[Collected data]
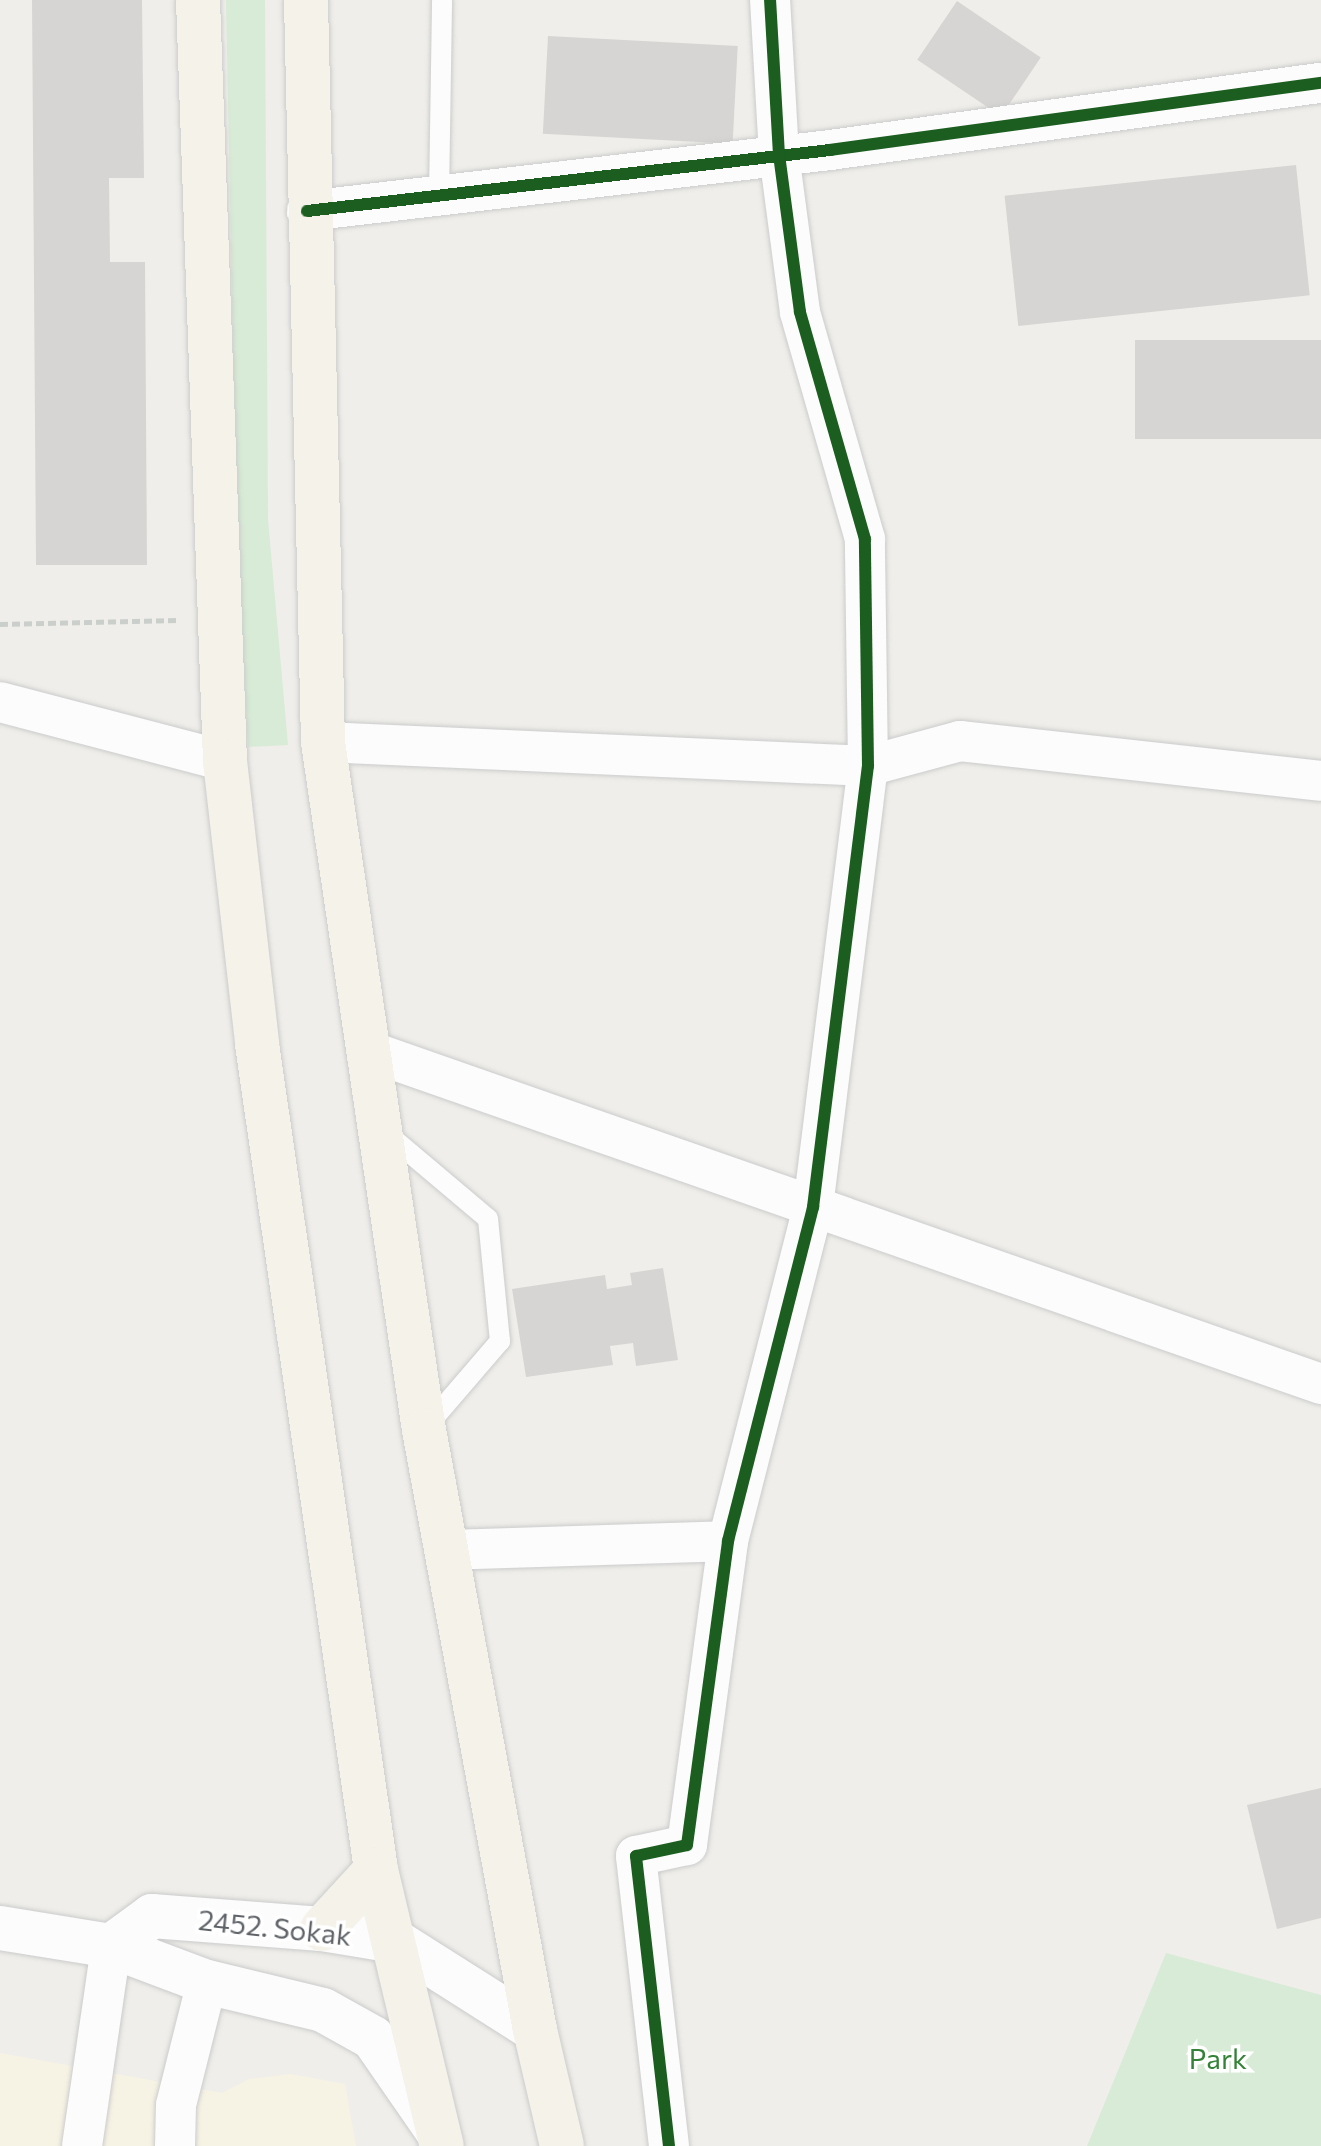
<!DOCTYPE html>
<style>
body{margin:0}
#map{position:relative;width:1321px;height:2146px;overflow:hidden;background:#efeeea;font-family:Commissioner,sans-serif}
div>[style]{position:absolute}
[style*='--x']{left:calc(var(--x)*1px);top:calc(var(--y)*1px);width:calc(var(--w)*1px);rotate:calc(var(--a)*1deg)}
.commercial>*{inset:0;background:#f7f3e4}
.green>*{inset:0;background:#d8ebd6}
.building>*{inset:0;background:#d6d5d3;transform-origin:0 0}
.path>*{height:5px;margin-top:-2.5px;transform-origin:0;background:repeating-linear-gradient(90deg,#cacfcc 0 8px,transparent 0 12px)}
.roads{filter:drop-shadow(0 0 2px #cbcccc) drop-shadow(0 0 2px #cbcccc)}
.lane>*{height:20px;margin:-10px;padding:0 10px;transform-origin:10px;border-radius:10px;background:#fdfcfc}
.street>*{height:40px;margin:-20px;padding:0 20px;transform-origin:20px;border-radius:20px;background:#fdfcfc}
.secondary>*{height:44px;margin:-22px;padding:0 22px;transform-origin:22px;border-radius:22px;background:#fdfcfc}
.primary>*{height:44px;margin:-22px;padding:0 22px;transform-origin:22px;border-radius:22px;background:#f4f2e9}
.cycleway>*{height:12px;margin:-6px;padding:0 6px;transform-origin:6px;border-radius:6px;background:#1b5e20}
span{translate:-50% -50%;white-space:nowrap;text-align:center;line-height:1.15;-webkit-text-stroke:7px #fff;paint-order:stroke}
.street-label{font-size:28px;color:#5f6368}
.park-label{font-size:28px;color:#348238}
</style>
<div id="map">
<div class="commercial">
<i style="clip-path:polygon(0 2053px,222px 2093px,249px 2079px,290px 2074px,345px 2084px,356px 2146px,0 2146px)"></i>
</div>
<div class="green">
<i style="clip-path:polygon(226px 0,265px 0,268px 519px,288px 745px,248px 747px,237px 550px)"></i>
<i style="clip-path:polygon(1166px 1953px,1321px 1995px,1321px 2146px,1087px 2146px)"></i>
</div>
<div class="building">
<i style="clip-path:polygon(32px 0,142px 0,144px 178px,109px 178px,110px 262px,145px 262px,147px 565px,36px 565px)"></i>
<i style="left:957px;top:1px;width:101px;height:71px;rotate:34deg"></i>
<i style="left:548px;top:36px;width:190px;height:98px;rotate:3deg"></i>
<i style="left:1296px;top:165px;width:131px;height:293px;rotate:84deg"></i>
<i style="left:1321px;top:340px;width:99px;height:186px;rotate:90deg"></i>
<i style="clip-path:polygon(663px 1268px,678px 1360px,636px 1366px,633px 1343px,610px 1346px,613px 1365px,526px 1377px,512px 1289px,605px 1275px,607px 1289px,632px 1285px,630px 1273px)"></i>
<i style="clip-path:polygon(1321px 1788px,1321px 1918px,1277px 1929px,1247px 1805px)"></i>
</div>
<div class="path">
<i style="--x:0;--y:624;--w:178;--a:-1.3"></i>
</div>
<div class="roads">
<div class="lane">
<i style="--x:439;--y:196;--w:196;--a:-89.1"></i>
<i style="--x:384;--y:1131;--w:136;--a:40.2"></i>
<i style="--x:488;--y:1219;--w:123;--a:84.4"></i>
<i style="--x:500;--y:1341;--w:113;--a:130.7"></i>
</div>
<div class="street">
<i style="--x:307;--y:211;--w:527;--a:-6.65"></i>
<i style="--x:830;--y:150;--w:496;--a:-7.8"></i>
<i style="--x:0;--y:702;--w:233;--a:14.7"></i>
<i style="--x:323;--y:742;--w:546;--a:2.52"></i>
<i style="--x:868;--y:766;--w:95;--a:-15.2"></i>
<i style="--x:960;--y:741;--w:363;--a:6.3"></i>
<i style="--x:369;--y:1051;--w:1009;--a:19.28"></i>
<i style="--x:446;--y:1550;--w:282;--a:-1.8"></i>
<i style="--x:82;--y:2146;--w:202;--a:-81.7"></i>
<i style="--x:175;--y:2146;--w:41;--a:-88.6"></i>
<i style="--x:176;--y:2105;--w:127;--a:-75.9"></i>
<i style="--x:669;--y:2146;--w:292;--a:-96.5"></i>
<i style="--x:636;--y:1856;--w:52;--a:-12.2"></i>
<i style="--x:687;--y:1845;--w:307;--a:-82.3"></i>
<i style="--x:728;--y:1541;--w:345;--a:-75.7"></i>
<i style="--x:813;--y:1207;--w:444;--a:-82.9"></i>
<i style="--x:868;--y:766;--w:227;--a:-90.8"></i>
<i style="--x:865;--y:539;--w:236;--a:-106"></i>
<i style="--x:800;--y:312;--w:158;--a:-97.6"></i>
<i style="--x:779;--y:155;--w:155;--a:-93.3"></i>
</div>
<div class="secondary">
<i style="--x:0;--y:1928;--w:112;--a:9.2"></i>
<i style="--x:111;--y:1946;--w:103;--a:20.6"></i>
<i style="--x:207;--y:1982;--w:119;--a:13.6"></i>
<i style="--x:323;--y:2010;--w:57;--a:29.2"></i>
<i style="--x:373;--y:2038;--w:114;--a:55.3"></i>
<i style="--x:111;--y:1946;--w:51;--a:-36.2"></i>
<i style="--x:152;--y:1916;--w:170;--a:4.4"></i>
<i style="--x:322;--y:1929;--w:74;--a:9.3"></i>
<i style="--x:395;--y:1941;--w:166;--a:32.4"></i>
</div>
<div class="primary">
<i style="--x:198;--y:0;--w:761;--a:87.97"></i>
<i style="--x:225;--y:761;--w:285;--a:83.5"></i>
<i style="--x:257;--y:1044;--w:835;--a:81.8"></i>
<i style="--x:376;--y:1870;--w:284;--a:76.6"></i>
<i style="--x:306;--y:0;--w:742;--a:88.69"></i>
<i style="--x:323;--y:742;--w:695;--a:81.65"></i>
<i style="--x:424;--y:1430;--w:610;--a:79.52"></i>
<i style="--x:535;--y:2030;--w:119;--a:76.9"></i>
<i style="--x:322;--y:1929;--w:80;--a:-47.5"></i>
</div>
</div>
<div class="cycleway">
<i style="--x:307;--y:211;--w:527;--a:-6.65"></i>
<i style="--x:830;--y:150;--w:496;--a:-7.8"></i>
<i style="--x:669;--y:2146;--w:292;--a:-96.5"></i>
<i style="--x:636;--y:1856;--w:52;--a:-12.2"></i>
<i style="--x:687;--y:1845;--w:307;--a:-82.3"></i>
<i style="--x:728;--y:1541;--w:345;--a:-75.7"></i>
<i style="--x:813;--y:1207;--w:444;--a:-82.9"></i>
<i style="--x:868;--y:766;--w:227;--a:-90.8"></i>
<i style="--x:865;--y:539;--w:236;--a:-106"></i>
<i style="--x:800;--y:312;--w:158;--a:-97.6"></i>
<i style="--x:779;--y:155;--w:155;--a:-93.3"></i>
</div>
<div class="street-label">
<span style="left:275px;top:1927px;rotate:6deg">2452. Sokak</span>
</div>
<div class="park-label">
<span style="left:1218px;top:2058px">Park</span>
</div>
</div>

EXERCISE GOAL: Say only the number of lines of the data above in which the string "position" occurs.

ANSWER BOX: 2